La Liga are an organisation that has introduced several initiatives this year – the latest of which is a FanCam.
Last weekend the FanCam was launched, which captures the goal celebrations of La Liga players. Without fans in attendance players have been encouraged to celebrate towards the camera to connect with their fans.
The cameras will also be installed in all La Liga Smartbank (second division) stadiums.
“FanCam is another step towards improving and personalising our audiovisual product,” the director of La Liga’s audiovisual department, Melcior Soler said.
“With it we are going to give fans a much more personal and genuine view of the players, seeing up close how they celebrate their team’s goals.
“We trust in the players to realise the importance of celebrating their goals in front of the FanCam, because this puts them in direct contact with their fans.
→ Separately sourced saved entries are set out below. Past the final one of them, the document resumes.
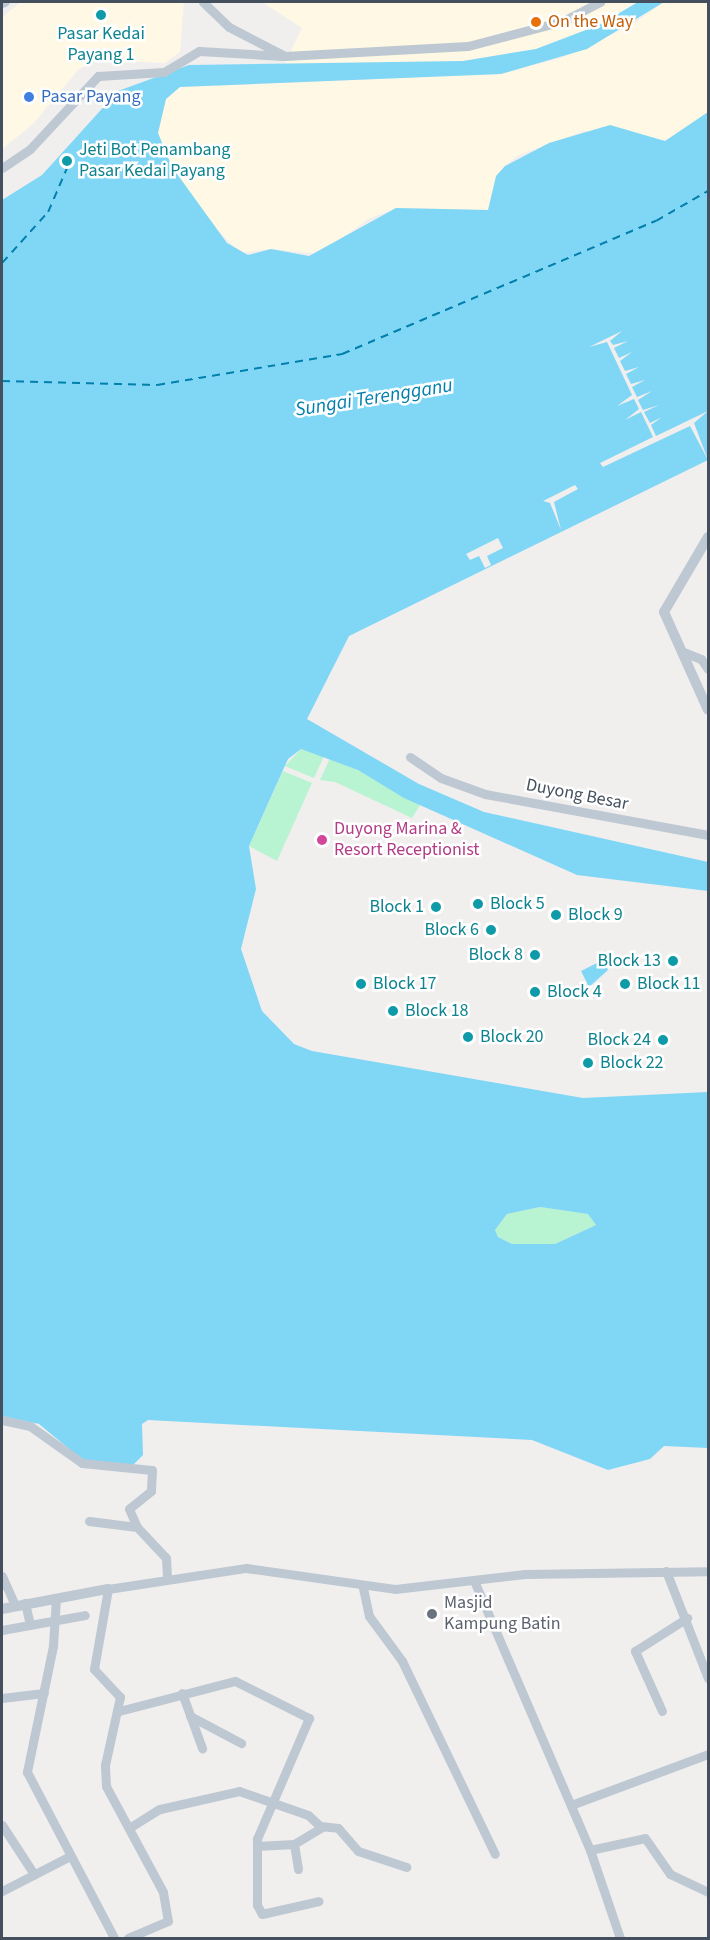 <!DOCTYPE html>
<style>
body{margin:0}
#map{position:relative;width:710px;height:1940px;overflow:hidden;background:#f1eeee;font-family:"Source Sans 3",sans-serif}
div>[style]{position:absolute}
.commercial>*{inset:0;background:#fef8e5}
.green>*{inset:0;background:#b8f4d2}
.water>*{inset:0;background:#80d6f5}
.pier>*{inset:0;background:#f1eeee}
.ferry>*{height:1.5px;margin-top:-0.75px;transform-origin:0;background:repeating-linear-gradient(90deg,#017fad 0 8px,transparent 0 14px)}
.minor>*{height:9px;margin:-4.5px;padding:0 4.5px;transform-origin:4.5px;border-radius:4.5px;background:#bdc8d2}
.tertiary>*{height:10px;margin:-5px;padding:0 5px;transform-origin:5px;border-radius:5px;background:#bdc8d2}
.dots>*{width:16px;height:16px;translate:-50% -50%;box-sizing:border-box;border:3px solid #fff;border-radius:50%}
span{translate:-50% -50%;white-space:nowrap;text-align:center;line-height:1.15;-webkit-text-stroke:5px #fff;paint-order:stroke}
.food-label{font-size:18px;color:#c56008}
.left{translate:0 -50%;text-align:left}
.culture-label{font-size:18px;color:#0d838f}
.right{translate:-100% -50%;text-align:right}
.shop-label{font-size:18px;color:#366cbe}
.street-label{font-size:18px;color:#44505e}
.hotel-label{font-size:18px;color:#b23c85}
.worship-label{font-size:18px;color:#5b616d}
.water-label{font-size:20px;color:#017fad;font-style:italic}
.frame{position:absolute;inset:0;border:3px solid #44505e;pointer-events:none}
</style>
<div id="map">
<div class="commercial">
<i style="clip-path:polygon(21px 2px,184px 2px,180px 52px,165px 63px,96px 60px,78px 70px,33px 124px,2px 149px,2px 17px)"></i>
<i style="clip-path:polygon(262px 2px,638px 2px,599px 25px,536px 49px,463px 61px,283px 67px,302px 28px)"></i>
<i style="clip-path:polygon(664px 2px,708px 2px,708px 112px,676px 137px,659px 141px,584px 131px,517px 156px,505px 166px,488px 210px,396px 208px,368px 219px,320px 254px,271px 249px,241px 253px,213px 226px,172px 167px,158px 133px,166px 99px,180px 87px,501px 74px,564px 57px,630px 26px)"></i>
</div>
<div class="green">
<i style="clip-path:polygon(301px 749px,324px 756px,314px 778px,285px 766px)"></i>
<i style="clip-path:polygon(330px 758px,358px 770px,420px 805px,412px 818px,335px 782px,320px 780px)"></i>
<i style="clip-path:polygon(283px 771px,312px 783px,277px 861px,249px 846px)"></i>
<i style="clip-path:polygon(540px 1207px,588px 1214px,596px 1225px,555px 1244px,512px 1244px,498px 1237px,495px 1230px,507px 1214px)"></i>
</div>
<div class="water">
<i style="clip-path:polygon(evenodd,638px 2px,664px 2px,587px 49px,501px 74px,180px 87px,166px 99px,158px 133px,172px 167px,227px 243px,248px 255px,271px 249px,309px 256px,396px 208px,488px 210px,496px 176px,505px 166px,549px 143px,610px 125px,665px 141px,708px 112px,708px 460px,349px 636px,307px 719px,419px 784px,484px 812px,708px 862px,708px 891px,577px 875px,404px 798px,358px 770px,301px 749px,288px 759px,249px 846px,256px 889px,241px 949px,262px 1011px,294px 1044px,312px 1051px,583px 1098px,708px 1092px,708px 1448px,664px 1446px,650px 1459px,608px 1470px,532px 1440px,148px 1420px,142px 1424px,143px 1455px,133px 1465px,84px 1461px,39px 1424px,2px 1416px,2px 200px,42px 175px,118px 91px,189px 65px,463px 61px,536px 49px,599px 25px,638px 2px,540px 1207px,588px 1214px,596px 1225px,555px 1244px,512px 1244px,498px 1237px,495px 1230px,507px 1214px,540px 1207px)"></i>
<i style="clip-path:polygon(603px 960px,608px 970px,589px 987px,581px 971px)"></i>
</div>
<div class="pier">
<i style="clip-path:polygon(622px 331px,610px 341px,613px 345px,628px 341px,614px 348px,619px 358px,632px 352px,620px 361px,625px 371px,639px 367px,626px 374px,631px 384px,645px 380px,632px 387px,637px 397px,652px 391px,638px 400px,643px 410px,659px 405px,644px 412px,650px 423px,662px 417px,651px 425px,656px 436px,708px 411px,694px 423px,708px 460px,690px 426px,603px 467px,600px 463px,653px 437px,641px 412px,625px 420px,639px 409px,634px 399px,617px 406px,632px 395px,607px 342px,589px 347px)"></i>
<i style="clip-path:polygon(575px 485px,578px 489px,554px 502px,561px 530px,550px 503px,543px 501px)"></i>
<i style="clip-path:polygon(498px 538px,503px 548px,487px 556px,491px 565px,485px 568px,479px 556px,470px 560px,466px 554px)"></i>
</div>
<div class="ferry">
<i style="left:2px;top:263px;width:69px;rotate:-48deg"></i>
<i style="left:48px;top:212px;width:53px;rotate:-66.8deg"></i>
<i style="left:2px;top:381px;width:155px;rotate:1.5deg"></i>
<i style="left:157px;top:385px;width:188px;rotate:-9.5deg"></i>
<i style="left:342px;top:354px;width:341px;rotate:-23deg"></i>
<i style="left:656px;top:221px;width:60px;rotate:-30deg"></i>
</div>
<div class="minor">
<i style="left:203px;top:2px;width:36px;rotate:44deg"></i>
<i style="left:229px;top:27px;width:63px;rotate:27.4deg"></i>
<i style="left:285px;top:56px;width:183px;rotate:-3.1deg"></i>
<i style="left:468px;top:46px;width:98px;rotate:-14.7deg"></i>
<i style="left:563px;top:21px;width:42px;rotate:-27.2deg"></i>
<i style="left:2px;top:168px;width:34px;rotate:-34deg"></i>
<i style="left:30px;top:149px;width:100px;rotate:-47deg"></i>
<i style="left:98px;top:76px;width:66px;rotate:-3.5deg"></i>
<i style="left:164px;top:72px;width:41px;rotate:-31deg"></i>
<i style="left:199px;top:51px;width:83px;rotate:3.4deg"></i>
<i style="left:681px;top:651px;width:22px;rotate:22deg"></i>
<i style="left:701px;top:659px;width:12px;rotate:55deg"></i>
<i style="left:410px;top:757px;width:37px;rotate:34deg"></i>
<i style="left:441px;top:778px;width:47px;rotate:20deg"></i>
<i style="left:485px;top:794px;width:227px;rotate:10.4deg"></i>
<i style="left:2px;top:1420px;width:29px;rotate:12deg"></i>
<i style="left:30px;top:1426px;width:64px;rotate:35.4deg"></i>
<i style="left:82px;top:1463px;width:70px;rotate:5.7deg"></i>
<i style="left:152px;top:1470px;width:21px;rotate:93deg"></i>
<i style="left:151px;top:1491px;width:28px;rotate:141deg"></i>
<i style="left:129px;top:1509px;width:20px;rotate:66deg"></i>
<i style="left:137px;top:1527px;width:42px;rotate:46.9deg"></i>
<i style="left:166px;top:1558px;width:21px;rotate:87deg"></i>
<i style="left:89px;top:1521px;width:48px;rotate:7.1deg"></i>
<i style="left:666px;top:1571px;width:115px;rotate:68.6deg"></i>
<i style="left:2px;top:1576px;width:32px;rotate:66deg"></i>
<i style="left:475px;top:1583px;width:291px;rotate:66.7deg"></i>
<i style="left:590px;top:1850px;width:93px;rotate:71.2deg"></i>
<i style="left:363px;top:1588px;width:29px;rotate:78deg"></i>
<i style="left:369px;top:1616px;width:56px;rotate:53.7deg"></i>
<i style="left:402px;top:1661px;width:214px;rotate:64.3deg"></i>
<i style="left:56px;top:1598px;width:48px;rotate:93.6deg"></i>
<i style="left:53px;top:1646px;width:129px;rotate:101.7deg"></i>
<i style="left:27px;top:1772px;width:187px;rotate:62.3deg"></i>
<i style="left:25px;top:1603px;width:22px;rotate:77deg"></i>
<i style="left:2px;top:1630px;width:84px;rotate:-10.2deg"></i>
<i style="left:182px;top:1693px;width:59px;rotate:70deg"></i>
<i style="left:2px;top:1698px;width:42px;rotate:-6.8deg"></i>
<i style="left:119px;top:1711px;width:120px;rotate:-14.5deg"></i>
<i style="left:235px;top:1681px;width:83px;rotate:26.6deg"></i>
<i style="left:309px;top:1718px;width:132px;rotate:113.3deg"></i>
<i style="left:257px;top:1839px;width:7px;rotate:90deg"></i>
<i style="left:257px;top:1846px;width:37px;rotate:-3deg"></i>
<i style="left:662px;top:1711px;width:66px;rotate:-114.2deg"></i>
<i style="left:635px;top:1651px;width:62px;rotate:-32.4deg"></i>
<i style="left:190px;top:1716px;width:58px;rotate:27.9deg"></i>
<i style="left:571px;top:1805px;width:146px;rotate:-20.4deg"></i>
<i style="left:2px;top:1825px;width:59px;rotate:56.9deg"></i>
<i style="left:129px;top:1828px;width:36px;rotate:-32deg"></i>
<i style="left:160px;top:1809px;width:81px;rotate:-12.8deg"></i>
<i style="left:239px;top:1791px;width:73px;rotate:19.2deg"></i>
<i style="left:308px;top:1815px;width:16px;rotate:43deg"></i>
<i style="left:320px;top:1826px;width:18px;rotate:6deg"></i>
<i style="left:338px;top:1828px;width:30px;rotate:49deg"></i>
<i style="left:358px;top:1851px;width:51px;rotate:18.4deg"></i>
<i style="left:257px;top:1846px;width:59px;rotate:90deg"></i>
<i style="left:257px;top:1905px;width:10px;rotate:61deg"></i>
<i style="left:262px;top:1914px;width:58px;rotate:-12.8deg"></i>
<i style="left:590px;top:1850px;width:56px;rotate:-12.3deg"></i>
<i style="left:645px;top:1838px;width:44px;rotate:55.2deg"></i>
<i style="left:670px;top:1874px;width:42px;rotate:25.3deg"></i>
<i style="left:298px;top:1869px;width:25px;rotate:-99deg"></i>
<i style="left:294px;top:1844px;width:33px;rotate:-31deg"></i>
<i style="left:2px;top:1891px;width:76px;rotate:-27.2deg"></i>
<i style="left:128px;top:1938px;width:43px;rotate:-23deg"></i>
<i style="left:168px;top:1921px;width:29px;rotate:-100deg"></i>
<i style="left:163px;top:1892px;width:120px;rotate:-118.3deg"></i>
<i style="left:106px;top:1786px;width:21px;rotate:-93deg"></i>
<i style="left:105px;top:1765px;width:70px;rotate:-77.6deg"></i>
<i style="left:120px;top:1697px;width:38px;rotate:-133deg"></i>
<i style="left:94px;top:1669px;width:81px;rotate:-80.1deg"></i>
<i style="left:108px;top:1589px;width:140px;rotate:-8.7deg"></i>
<i style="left:246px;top:1568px;width:150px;rotate:8deg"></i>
<i style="left:395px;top:1589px;width:131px;rotate:-6.6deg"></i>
<i style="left:525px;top:1574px;width:183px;rotate:-0.9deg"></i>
</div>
<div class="tertiary">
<i style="left:2px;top:3px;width:3px;rotate:-18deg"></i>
<i style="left:708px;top:537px;width:87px;rotate:120.4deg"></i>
<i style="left:664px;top:612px;width:107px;rotate:65.8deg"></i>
<i style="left:2px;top:1609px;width:108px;rotate:-10.7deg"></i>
</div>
<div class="dots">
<i style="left:101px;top:15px;background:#0f9aa8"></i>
<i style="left:536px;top:22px;background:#e8710a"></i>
<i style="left:29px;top:97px;background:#3f7fe0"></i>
<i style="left:67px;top:161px;background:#0f9aa8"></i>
<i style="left:322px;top:840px;background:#d1479c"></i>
<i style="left:478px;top:904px;background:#0f9aa8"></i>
<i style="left:436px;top:907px;background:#0f9aa8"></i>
<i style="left:556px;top:915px;background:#0f9aa8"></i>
<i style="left:491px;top:930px;background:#0f9aa8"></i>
<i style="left:535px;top:955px;background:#0f9aa8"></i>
<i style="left:673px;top:961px;background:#0f9aa8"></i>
<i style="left:361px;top:984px;background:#0f9aa8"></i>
<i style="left:625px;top:984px;background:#0f9aa8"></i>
<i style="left:535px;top:992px;background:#0f9aa8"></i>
<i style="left:393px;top:1011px;background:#0f9aa8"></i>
<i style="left:468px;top:1037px;background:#0f9aa8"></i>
<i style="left:663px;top:1040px;background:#0f9aa8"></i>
<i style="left:588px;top:1063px;background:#0f9aa8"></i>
<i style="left:432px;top:1614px;background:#6b7280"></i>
</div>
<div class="food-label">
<span class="left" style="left:548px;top:22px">On the Way</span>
</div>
<div class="culture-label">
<span style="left:101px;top:45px">Pasar Kedai<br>Payang 1</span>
<span class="left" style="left:79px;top:161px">Jeti Bot Penambang<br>Pasar Kedai Payang</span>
<span class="left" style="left:490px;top:904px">Block 5</span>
<span class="right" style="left:424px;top:907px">Block 1</span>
<span class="left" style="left:568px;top:915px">Block 9</span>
<span class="right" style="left:479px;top:930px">Block 6</span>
<span class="right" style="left:523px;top:955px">Block 8</span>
<span class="right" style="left:661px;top:961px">Block 13</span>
<span class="left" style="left:373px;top:984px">Block 17</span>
<span class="left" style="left:637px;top:984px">Block 11</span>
<span class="left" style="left:547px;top:992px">Block 4</span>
<span class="left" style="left:405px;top:1011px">Block 18</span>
<span class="left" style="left:480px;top:1037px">Block 20</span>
<span class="right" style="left:651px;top:1040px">Block 24</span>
<span class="left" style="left:600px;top:1063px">Block 22</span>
</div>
<div class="shop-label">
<span class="left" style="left:41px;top:97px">Pasar Payang</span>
</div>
<div class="street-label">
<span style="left:577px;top:795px;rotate:11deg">Duyong Besar</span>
</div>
<div class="hotel-label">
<span class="left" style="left:334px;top:840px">Duyong Marina &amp;<br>Resort Receptionist</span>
</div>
<div class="worship-label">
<span class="left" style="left:444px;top:1614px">Masjid<br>Kampung Batin</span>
</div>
<div class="water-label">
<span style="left:374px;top:398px;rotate:-9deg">Sungai Terengganu</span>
</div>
<div class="frame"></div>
</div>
“That’s why we are so convinced that their use of FanCam will increase, to the point that it is used all the time.”
Without further outbreaks fans are likely to attend A-League matches next season, however a FanCam could be still be introduced to add to the broadcast experience.
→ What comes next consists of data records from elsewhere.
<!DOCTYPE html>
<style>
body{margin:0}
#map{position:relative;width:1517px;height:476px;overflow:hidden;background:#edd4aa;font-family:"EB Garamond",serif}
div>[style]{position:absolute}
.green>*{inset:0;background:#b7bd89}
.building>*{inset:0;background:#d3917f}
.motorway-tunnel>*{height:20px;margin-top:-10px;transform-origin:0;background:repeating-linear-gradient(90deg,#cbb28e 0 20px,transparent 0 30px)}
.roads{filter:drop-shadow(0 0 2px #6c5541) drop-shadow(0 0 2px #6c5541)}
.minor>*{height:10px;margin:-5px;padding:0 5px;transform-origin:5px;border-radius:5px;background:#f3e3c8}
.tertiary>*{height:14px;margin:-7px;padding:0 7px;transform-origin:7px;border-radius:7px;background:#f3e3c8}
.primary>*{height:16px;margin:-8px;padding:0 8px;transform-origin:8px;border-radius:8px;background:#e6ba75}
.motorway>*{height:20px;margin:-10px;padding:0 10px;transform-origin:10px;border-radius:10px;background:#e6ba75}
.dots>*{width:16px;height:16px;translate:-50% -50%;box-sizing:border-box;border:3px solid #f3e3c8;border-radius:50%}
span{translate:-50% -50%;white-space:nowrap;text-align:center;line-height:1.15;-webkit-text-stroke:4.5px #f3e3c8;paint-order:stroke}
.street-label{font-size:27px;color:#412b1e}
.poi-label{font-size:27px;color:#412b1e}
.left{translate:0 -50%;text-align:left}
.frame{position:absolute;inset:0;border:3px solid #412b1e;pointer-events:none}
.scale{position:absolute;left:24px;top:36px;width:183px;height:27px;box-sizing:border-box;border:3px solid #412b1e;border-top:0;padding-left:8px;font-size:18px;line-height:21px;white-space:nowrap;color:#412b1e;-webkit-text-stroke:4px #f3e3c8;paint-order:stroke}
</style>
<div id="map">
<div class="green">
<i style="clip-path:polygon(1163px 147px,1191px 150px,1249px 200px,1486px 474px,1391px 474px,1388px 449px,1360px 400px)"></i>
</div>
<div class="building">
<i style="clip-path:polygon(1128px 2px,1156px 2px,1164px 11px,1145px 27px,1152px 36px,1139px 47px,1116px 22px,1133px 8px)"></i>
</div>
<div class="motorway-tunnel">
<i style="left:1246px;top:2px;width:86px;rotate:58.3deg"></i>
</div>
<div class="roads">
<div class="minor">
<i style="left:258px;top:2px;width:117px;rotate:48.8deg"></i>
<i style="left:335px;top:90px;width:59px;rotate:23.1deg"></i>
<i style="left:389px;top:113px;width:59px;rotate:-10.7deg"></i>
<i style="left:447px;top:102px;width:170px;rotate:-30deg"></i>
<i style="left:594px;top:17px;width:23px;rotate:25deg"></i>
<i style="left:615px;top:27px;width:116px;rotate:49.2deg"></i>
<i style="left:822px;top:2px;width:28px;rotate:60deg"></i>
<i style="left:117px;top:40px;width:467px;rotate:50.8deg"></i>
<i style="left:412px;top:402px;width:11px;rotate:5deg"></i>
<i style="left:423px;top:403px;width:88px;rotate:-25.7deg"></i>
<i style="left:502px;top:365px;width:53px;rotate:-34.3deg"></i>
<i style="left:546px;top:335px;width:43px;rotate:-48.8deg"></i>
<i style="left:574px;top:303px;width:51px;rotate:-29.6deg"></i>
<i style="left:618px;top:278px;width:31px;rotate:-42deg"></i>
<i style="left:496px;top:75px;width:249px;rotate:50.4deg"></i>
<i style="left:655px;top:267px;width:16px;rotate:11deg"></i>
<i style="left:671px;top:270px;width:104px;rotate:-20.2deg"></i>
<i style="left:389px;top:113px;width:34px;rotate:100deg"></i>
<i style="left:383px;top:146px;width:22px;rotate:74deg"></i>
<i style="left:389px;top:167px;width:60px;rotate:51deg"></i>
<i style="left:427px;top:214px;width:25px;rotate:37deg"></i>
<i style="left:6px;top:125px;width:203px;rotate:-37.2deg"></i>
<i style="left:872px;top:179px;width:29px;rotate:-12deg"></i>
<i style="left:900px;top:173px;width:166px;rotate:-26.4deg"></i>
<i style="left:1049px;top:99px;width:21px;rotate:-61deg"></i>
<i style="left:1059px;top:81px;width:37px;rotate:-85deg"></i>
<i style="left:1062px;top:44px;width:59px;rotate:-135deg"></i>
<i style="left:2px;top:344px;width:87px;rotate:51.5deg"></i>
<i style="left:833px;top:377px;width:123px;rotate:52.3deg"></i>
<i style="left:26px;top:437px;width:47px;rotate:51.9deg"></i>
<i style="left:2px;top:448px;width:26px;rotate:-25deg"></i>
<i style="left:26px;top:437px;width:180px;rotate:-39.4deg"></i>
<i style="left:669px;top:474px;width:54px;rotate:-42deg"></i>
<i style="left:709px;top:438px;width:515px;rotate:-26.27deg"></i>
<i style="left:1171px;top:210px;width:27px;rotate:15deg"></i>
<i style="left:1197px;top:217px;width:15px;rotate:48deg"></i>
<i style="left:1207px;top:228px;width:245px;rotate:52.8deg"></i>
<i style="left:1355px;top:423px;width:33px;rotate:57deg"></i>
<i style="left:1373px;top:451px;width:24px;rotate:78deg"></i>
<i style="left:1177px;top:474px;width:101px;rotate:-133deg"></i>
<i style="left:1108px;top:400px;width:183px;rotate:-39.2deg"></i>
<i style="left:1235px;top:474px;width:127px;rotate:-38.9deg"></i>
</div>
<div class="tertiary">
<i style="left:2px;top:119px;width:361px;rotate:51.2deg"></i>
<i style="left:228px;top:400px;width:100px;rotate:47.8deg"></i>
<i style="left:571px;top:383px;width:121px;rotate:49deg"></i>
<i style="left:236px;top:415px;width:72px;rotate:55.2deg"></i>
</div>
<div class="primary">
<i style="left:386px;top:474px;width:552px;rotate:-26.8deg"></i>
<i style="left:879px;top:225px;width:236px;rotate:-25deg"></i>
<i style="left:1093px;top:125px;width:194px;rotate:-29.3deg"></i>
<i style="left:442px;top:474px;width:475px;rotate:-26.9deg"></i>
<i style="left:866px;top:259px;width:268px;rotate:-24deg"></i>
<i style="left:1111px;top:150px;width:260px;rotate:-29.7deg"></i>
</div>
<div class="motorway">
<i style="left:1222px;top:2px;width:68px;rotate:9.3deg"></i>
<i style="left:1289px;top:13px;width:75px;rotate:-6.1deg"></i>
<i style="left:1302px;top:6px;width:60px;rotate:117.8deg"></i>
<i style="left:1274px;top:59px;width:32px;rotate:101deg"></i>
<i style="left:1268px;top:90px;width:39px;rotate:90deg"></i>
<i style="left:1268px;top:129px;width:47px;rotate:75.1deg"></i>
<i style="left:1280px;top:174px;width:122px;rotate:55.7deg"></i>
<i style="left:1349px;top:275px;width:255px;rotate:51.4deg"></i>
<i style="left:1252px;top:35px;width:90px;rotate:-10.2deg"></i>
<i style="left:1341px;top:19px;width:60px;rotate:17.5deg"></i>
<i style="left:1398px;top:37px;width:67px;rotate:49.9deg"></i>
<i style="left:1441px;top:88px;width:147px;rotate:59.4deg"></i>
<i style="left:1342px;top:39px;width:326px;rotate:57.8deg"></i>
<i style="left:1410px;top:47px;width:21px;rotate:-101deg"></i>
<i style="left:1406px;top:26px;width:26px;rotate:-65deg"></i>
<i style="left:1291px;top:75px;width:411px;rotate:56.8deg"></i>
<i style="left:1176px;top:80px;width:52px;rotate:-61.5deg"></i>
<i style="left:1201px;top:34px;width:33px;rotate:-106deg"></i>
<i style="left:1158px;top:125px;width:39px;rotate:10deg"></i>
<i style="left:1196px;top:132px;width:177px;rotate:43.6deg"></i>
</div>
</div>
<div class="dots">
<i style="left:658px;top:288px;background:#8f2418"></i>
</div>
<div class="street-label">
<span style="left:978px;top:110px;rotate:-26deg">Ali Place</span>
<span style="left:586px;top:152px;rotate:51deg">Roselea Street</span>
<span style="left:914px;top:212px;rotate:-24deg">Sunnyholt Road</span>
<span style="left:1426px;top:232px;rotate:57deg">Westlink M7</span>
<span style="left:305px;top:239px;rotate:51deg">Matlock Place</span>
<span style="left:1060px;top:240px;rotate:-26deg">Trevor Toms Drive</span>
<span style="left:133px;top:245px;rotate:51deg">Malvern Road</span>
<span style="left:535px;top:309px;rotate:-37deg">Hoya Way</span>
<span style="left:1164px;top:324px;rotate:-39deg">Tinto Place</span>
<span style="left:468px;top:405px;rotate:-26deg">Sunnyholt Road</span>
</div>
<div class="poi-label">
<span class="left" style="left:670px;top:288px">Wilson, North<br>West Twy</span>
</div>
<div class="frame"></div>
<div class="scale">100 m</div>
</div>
The goal celebrations would also be likely to be popular across social media and could be easily shared across platforms such as Instagram and TikTok.
Clubs could also fully embrace other platforms such as YouTube.
While there are currently no Australian football streaming series and it is not viable for A-League clubs to make full length documentaries – shorter content focusing on the pre-season or a series of matches during the season could be released on YouTube, to give fans a closer look into their favourite teams.
Head of Media and Communications at La Liga second division club RCD Mallorca, Albert Salas spoke about the importance of quality communication to the club’s fans.
“In La Liga, especially in the second and third divisions, clubs don’t normally have the resources to create content such as behind-the-scenes documentaries,” he said.
“We’re trying every week, every month to create content that communicates to our fans better than anyone else. Quality is key in the communications of the club.”
RCD Mallorca might be an unknown club to many Australian football fans, yet their YouTube channel was incredibly successful during the last season.
They did this by making the most of their opportunities, the club focused their content around player Takefusa Kubo, which saw a rise in Japanese fans of RCD Mallorca.
“We were the third club in La Liga with close to 2.4 million views, only behind Real Madrid on 4 million and FC Barcelona on 10 million in June 2020, thanks to a strategic plan based around him,” Salas said.
Augmented Reality is another area where several football leagues and broadcasters are introducing new initiatives to improve supporters experience from home.
BT Sport recently launched AR features for its broadcast of Premier League matches which allow for real time statistics to appear on pitch during the live match broadcast.
A 360 degree view option was also introduced alongside a ‘Stadium Experience’ giving supporters the opportunity to take virtual tours of stadiums.
BT Sport Chief Operating Officer Jamie Hindhaugh told SportsPro that the new products were not gimmicks.
“I hope you agree that all of them give you something that replaces the fact you can’t physically be there. I think that they are all credible products and they are all future-looking,” he said.
“I think that you are only seeing the tip of the iceberg in terms of what we are able to do here, collectively – both for our audiences and also our own production.
“Combined with our brilliant remote 4K HDR [programming] and, alongside the [mobile] features that we now have in place, I think it’s a phenomenal offering. We don’t over-index on these things either. What this is about is augmenting the fan experience.”
Football Federation Australia doesn’t necessarily have to be innovative, there are major leagues and organisations worldwide in football that are launching new concepts and ideas. However, the A-League and FFA should be watching what these organisations are doing and introduce initiatives that have the potential to be successful in Australia.